Photographing your Geranium Dresses

I recently made two (more) Geranium dresses.  It is like the sweetest and most versatile dress pattern ever.  I may have mentioned that before.

I let El pick out some material (out of the selection on hand) and she picked a pretty wild floral print.  She said for the next one she wanted the little flutter sleeve option.  I was having trouble imagining a whole dress in the print she picked so, I used some very lightweight denim in my stash for the bodice.  It is, however, lined in the print.

One of El's teachers has been giving me 2-3 yard cuts of fabric all year.  Her daughter is in high school and she's been uncovering material from when the daughter was El's age (and had similar interests).  So far, I've made pajama pants for El and have plans for using some in the next soccer quilt.  But the latest fabric said jumper.  It is a pin-wale corduroy with a crazy quilt print all over it.  Another one of El's teachers had a baby in February.  I had been thinking the baby needed a geranium dress and this kind of put me over the edge.  I may have made it a little big for the fall so that she can wear a long sleeve onesie underneath it.

I'm really pleased with how the dresses both came out.  I am not pleased with how the photos came out.  Here is a quick and dirty what-not-to-do with photographing pretty, handmade dresses.

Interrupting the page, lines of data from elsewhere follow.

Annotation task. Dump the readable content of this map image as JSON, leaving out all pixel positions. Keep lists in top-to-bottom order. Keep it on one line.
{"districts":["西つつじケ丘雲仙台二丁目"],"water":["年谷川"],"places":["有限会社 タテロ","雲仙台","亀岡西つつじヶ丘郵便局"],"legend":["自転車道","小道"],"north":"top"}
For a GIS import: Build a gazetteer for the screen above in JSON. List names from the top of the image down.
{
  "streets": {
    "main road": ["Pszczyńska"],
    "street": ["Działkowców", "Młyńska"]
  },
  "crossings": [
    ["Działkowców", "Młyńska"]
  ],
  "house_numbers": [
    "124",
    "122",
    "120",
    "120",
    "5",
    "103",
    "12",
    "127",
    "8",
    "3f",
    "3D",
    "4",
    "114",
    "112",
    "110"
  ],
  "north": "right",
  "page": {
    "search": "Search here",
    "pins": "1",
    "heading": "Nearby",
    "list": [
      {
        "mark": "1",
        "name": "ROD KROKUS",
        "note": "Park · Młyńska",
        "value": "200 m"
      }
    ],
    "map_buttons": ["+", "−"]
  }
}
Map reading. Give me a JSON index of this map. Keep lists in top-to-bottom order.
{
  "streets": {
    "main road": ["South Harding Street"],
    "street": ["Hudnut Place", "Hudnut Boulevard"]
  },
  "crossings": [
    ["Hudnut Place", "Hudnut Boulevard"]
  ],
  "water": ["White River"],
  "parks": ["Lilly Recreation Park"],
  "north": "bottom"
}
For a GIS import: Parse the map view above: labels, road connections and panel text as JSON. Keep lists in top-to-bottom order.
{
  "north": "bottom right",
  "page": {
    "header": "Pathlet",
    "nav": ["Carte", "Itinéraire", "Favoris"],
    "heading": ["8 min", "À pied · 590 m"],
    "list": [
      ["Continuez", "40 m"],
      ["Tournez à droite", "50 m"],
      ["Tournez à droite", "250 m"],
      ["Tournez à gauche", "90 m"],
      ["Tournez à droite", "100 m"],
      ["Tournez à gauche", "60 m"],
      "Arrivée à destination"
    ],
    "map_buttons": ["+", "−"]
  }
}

1.  Layer the prints.  More is better.  Especially if the value of the background and foreground are similar.  The  goal was to show the lining of the bodice.  Also, making sure there is no clutter in the frame is good.
bodice lining

2.  A busy print on top of a busy print on top of patchwork.  For the Win.  Trying to showing the scale of the two dresses against each other.
Flower Garden

3.  This one actually shows what I want it to show and could have been fixed with some cropping.  Thanks to the not-wild bodice.  I wanted to show the buttons El picked and how they are not the same as each other.  It also shows the print with the denim with the shoulder ruffles pretty nicely.
Geranium Buttons

4.  Field of flowers on a field of green.  Taking a little time to put down a solid colored sheet, blanket or piece of paper would have made this almost work.  The scale and perspective is marginal too.

Geranium Hybrid

5.  Once I did color correction on this, it's not so bad.  It shows the voile I used for the lining of the small dress.
Voile lining

6.  I took this one to show the buttons, but you can kind of see at least one on the picture before.
100_2544

7.  Scale and perspective is OK.  Green (patchwork quilt) and purple (crazy quilt) not so much.
Small Geranium

Lesson:  Throw the dress in the front hedges just before dusk and you will probably end up with something passable.
Geranium for El

1 comment:

Elizabeth said...

I was just wondering how this dress would work with corduroy, looking ahead to the fall. It looks like it works well!